### WHAT IS BEING ASKED
The answer should consist of all the records, copied exactly.

BEGIN RECORDS FOR PROCESSING

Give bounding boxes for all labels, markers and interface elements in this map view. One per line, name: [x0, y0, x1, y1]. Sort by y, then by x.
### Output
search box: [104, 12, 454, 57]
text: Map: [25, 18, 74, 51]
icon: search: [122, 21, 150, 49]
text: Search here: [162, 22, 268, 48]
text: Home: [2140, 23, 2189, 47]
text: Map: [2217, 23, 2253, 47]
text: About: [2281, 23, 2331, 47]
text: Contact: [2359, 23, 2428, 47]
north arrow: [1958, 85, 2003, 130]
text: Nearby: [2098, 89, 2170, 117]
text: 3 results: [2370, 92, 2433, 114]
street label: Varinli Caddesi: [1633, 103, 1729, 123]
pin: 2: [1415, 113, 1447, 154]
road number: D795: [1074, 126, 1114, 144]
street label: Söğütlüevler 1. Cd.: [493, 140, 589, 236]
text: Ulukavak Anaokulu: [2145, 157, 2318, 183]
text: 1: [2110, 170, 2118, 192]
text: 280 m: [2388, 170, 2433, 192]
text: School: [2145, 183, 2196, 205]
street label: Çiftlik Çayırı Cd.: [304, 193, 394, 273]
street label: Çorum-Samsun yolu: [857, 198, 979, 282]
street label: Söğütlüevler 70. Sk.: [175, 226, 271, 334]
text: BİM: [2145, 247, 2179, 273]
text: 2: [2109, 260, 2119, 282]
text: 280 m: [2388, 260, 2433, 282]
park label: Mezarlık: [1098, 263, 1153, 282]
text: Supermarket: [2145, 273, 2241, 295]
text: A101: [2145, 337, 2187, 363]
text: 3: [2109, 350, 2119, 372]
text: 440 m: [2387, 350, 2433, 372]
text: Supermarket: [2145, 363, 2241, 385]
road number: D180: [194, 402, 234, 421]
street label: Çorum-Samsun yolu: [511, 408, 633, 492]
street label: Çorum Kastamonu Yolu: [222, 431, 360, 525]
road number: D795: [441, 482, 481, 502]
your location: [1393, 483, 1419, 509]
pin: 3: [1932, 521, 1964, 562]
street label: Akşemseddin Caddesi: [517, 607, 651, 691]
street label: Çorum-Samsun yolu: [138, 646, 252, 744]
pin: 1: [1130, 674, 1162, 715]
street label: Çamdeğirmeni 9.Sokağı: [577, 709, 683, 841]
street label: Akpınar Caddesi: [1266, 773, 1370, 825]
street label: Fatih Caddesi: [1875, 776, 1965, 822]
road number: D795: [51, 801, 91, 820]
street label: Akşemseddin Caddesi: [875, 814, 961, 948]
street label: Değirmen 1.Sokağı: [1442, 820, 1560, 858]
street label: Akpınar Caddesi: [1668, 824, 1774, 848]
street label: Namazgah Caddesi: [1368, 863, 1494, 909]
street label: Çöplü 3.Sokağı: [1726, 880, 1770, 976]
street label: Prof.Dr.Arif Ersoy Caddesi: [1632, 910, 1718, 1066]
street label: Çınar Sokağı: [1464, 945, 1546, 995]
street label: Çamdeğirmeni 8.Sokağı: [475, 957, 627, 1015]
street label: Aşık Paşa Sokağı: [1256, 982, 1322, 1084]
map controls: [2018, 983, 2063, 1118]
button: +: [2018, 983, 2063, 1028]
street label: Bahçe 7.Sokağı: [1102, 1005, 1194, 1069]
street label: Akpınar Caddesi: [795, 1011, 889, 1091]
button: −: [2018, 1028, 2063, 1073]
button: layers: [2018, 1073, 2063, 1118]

END RECORDS FOR PROCESSING

### RESULT BELOW
Give bounding boxes for all labels, markers and interface elements in this map view. One per line, name: [x0, y0, x1, y1]. Sort by y, then by x.
### Output
search box: [104, 12, 454, 57]
text: Map: [25, 18, 74, 51]
icon: search: [122, 21, 150, 49]
text: Search here: [162, 22, 268, 48]
text: Home: [2140, 23, 2189, 47]
text: Map: [2217, 23, 2253, 47]
text: About: [2281, 23, 2331, 47]
text: Contact: [2359, 23, 2428, 47]
north arrow: [1958, 85, 2003, 130]
text: Nearby: [2098, 89, 2170, 117]
text: 3 results: [2370, 92, 2433, 114]
street label: Varinli Caddesi: [1633, 103, 1729, 123]
pin: 2: [1415, 113, 1447, 154]
road number: D795: [1074, 126, 1114, 144]
street label: Söğütlüevler 1. Cd.: [493, 140, 589, 236]
text: Ulukavak Anaokulu: [2145, 157, 2318, 183]
text: 1: [2110, 170, 2118, 192]
text: 280 m: [2388, 170, 2433, 192]
text: School: [2145, 183, 2196, 205]
street label: Çiftlik Çayırı Cd.: [304, 193, 394, 273]
street label: Çorum-Samsun yolu: [857, 198, 979, 282]
street label: Söğütlüevler 70. Sk.: [175, 226, 271, 334]
text: BİM: [2145, 247, 2179, 273]
text: 2: [2109, 260, 2119, 282]
text: 280 m: [2388, 260, 2433, 282]
park label: Mezarlık: [1098, 263, 1153, 282]
text: Supermarket: [2145, 273, 2241, 295]
text: A101: [2145, 337, 2187, 363]
text: 3: [2109, 350, 2119, 372]
text: 440 m: [2387, 350, 2433, 372]
text: Supermarket: [2145, 363, 2241, 385]
road number: D180: [194, 402, 234, 421]
street label: Çorum-Samsun yolu: [511, 408, 633, 492]
street label: Çorum Kastamonu Yolu: [222, 431, 360, 525]
road number: D795: [441, 482, 481, 502]
your location: [1393, 483, 1419, 509]
pin: 3: [1932, 521, 1964, 562]
street label: Akşemseddin Caddesi: [517, 607, 651, 691]
street label: Çorum-Samsun yolu: [138, 646, 252, 744]
pin: 1: [1130, 674, 1162, 715]
street label: Çamdeğirmeni 9.Sokağı: [577, 709, 683, 841]
street label: Akpınar Caddesi: [1266, 773, 1370, 825]
street label: Fatih Caddesi: [1875, 776, 1965, 822]
road number: D795: [51, 801, 91, 820]
street label: Akşemseddin Caddesi: [875, 814, 961, 948]
street label: Değirmen 1.Sokağı: [1442, 820, 1560, 858]
street label: Akpınar Caddesi: [1668, 824, 1774, 848]
street label: Namazgah Caddesi: [1368, 863, 1494, 909]
street label: Çöplü 3.Sokağı: [1726, 880, 1770, 976]
street label: Prof.Dr.Arif Ersoy Caddesi: [1632, 910, 1718, 1066]
street label: Çınar Sokağı: [1464, 945, 1546, 995]
street label: Çamdeğirmeni 8.Sokağı: [475, 957, 627, 1015]
street label: Aşık Paşa Sokağı: [1256, 982, 1322, 1084]
map controls: [2018, 983, 2063, 1118]
button: +: [2018, 983, 2063, 1028]
street label: Bahçe 7.Sokağı: [1102, 1005, 1194, 1069]
street label: Akpınar Caddesi: [795, 1011, 889, 1091]
button: −: [2018, 1028, 2063, 1073]
button: layers: [2018, 1073, 2063, 1118]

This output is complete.